Computational and experimental identification of mirtrons in Drosophila melanogaster and Caenorhabditis elegans - PubMed (original) (raw)
Computational and experimental identification of mirtrons in Drosophila melanogaster and Caenorhabditis elegans
Wei-Jen Chung et al. Genome Res. 2011 Feb.
Abstract
Mirtrons are intronic hairpin substrates of the dicing machinery that generate functional microRNAs. In this study, we describe experimental assays that defined the essential requirements for entry of introns into the mirtron pathway. These data informed a bioinformatic screen that effectively identified functional mirtrons from the Drosophila melanogaster transcriptome. These included 17 known and six confident novel mirtrons among the top 51 candidates, and additional candidates had limited read evidence in available small RNA data. Our computational model also proved effective on Caenorhabditis elegans, for which the identification of 14 cloned mirtrons among the top 22 candidates more than tripled the number of validated mirtrons in this species. A few low-scoring introns generated mirtron-like read patterns from atypical RNA structures, but their paucity suggests that relatively few such loci were not captured by our model. Unexpectedly, we uncovered examples of clustered mirtrons in both fly and worm genomes, including a <8-kb region in C. elegans harboring eight distinct mirtrons. Altogether, we demonstrate that discovery of functional mirtrons, unlike canonical miRNAs, is amenable to computational methods independent of evolutionary constraint.
Figures
Figure 1.
Constructs used for structural analysis of mirtron biogenesis. Shown are sequence variants of the mir-1003 mirtron used for functional tests. (Green) The mature miRNA sequence; (yellow) the nucleotides differing from mir-1003. Their relative abilities to be processed in S2 cells are indicated (see also Fig. 2).
Figure 2.
Structure-function analysis of mirtron biogenesis. (Top) S2 cells were transfected with UAS-mirtron and ub-Gal4 plasmids and RNA was isolated and subjected to Northern blot using an LNA probe antisense to miR-1003. Ethidium bromide staining of 5S rRNA is shown as a loading control. The fold increase in mature miR-1003 above control transfections is indicated below; (−) No substantial increase in miR-1003 level (>2 folds) was detected. (A) Control transfection using empty expression vector shows that S2 cells express a low level of the mirtron-derived miRNA miR-1003. (B) Introduction of mir-1003 expression plasmid, which includes portions of its endogenous flanking exons, yields strongly elevated pre-mir-1003 and mature miR-1003. Neither substitution of mir-1003 exonic context (C), nor replacement of its terminal loop (D), interferes with its biogenesis. Extensive mutation of its miRNA* arm abolishes production of miR-1003 (E,G), although a small amount of pre-miRNA is detected in the later case. However, extensive mutation while maintaining hairpin structure supports efficient mirtron biogenesis (F). (H) Introduction of a 5′ hairpin overhang abolishes small RNA production. (I) Extension of the 3′ hairpin overhang strongly impairs mirtron processing, although pre-miRNA accumulated. (J–L) Starting with a terminal loop mutant of mir-1003 (J, see also lane D), structured (K), and unstructured (L) hairpin extensions were introduced.
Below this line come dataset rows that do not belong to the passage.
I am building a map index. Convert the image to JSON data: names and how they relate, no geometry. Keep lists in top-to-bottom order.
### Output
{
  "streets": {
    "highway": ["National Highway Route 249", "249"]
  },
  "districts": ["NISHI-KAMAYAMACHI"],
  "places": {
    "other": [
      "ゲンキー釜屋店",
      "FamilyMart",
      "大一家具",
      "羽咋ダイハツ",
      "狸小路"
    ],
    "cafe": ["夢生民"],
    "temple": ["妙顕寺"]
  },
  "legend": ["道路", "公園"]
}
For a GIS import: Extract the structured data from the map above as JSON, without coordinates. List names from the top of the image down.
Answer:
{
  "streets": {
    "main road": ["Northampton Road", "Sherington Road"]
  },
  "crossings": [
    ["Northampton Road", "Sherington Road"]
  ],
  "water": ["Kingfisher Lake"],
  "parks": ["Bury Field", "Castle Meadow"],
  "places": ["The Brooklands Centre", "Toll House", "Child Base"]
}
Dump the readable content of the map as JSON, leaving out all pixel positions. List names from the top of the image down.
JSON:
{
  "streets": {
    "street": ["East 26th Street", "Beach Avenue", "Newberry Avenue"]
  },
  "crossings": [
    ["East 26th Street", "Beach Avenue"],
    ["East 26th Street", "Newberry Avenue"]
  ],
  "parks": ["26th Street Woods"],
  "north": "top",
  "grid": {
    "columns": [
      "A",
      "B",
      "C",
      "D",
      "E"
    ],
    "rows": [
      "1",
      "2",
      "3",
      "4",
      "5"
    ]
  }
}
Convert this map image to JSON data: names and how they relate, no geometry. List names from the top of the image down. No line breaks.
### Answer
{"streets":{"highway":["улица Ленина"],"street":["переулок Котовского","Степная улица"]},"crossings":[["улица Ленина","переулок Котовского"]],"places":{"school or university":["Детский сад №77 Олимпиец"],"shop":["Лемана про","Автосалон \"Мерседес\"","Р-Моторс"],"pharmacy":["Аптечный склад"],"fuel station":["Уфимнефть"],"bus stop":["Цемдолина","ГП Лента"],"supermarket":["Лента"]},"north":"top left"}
Both constructs yielded substantial amounts of ∼150 nt pre-miRNA product, with higher levels of the fully duplexed intron (K); however, neither supported accumulation of mature miRNA. A ∼75-nt product corresponding to approximately half of the long hairpin intron accumulated; its biogenesis is not known. (Bottom) The same RNA samples used for Northern blotting at top were subjected to RT-PCR analysis to verify splicing accuracy of the mirtron variants. We observed weaker bands for the unspliced products and stronger bands for the spliced products; the DNA template controls at the right provide a size marker to gauge the unspliced amplification products. Note that the wild-type mir-1003 construct in its native CG6995 context includes more exon sequence than the other constructs, leading to the larger sizes of its RT-PCR products (“B”).
Figure 3.
Examples of known and novel mirtrons in D. melanogaster. The abundant small RNAs derived from each hairpin are highlighted, green for the miRNA and yellow for the miRNA*. Below the secondary structures are plots that show the abundance of cloned small RNAs across the aggregate D. melanogaster small RNA data. The small RNA density is highest at either end of each intron, with typically one side accumulating to a higher level; often this is the 3′ arm, but occasionally it is the 5′ arm. The black boxes below the graph indicate the exon–intron boundaries. (A) CG6695_in5/mir-1003 is an example of a conserved, abundantly expressed mirtron with optimal features, including a straight short intronic hairpin with a 2-nt 3′ overhang. (B) Vha-SFD_in3/mir-1006 is an example of a conserved, abundant-expressed mirtron with a large asymmetric internal loop (5 + 2 nt). CG1941_in5 (C) and Cyp4aa1_in3 (D) are novel mirtrons with typical straight hairpins and compatible overhangs. (E) RhoGAP1A_in3 is an expressed mirtron with an unusually large, unstructured terminal loop, a large asymmetric internal loop (5 + 3 nt) and single nucleotide overhangs at its 5′ and 3′ ends. (F) CG15539_in3 exhibits convincing mirtron features, but is on the borderline of confident cloning evidence; nevertheless, its reads exhibit a characteristic 2-nt 3′ overhang on the Dicer-1-cleaved end.
Figure 4.
Performance of the computational model for mirtron identification on the D. melanogaster and C. elegans genomes. (A) Performance of an SVM trained on the 14 original D. melanogaster mirtrons (mir-1003-mir-1016) and run across the fly genome. (B) Performance of the D. melanogaster model on C. elegans. In both cases we used as input the annotated short introns 50–120 nt in length; no evolutionary features were considered. The top graphs plot the scores of mirtron likelihood and illustrate that the scores quickly drop following the top predicted candidates. Highlighted in blue are mirtrons previously deposited in miRBase (note that the previously annotated C. elegans mir-2220 was reported earlier but not recognized as a mirtron; it is nonetheless included in the “blue” loci), novel mirtrons annotated in this study are in green, and candidate mirtrons are highlighted in gold. The bottom graphs utilize the same _x_-axis and plot the numbers of validated and candiate mirtrons in consecutive bins of 20 introns in the rank order. Note that a few validated mirtrons scored poorly, and most of these have atypical 3′ overhangs. The full rankings can be viewed in Supplemental Tables S3 and S4.
Figure 5.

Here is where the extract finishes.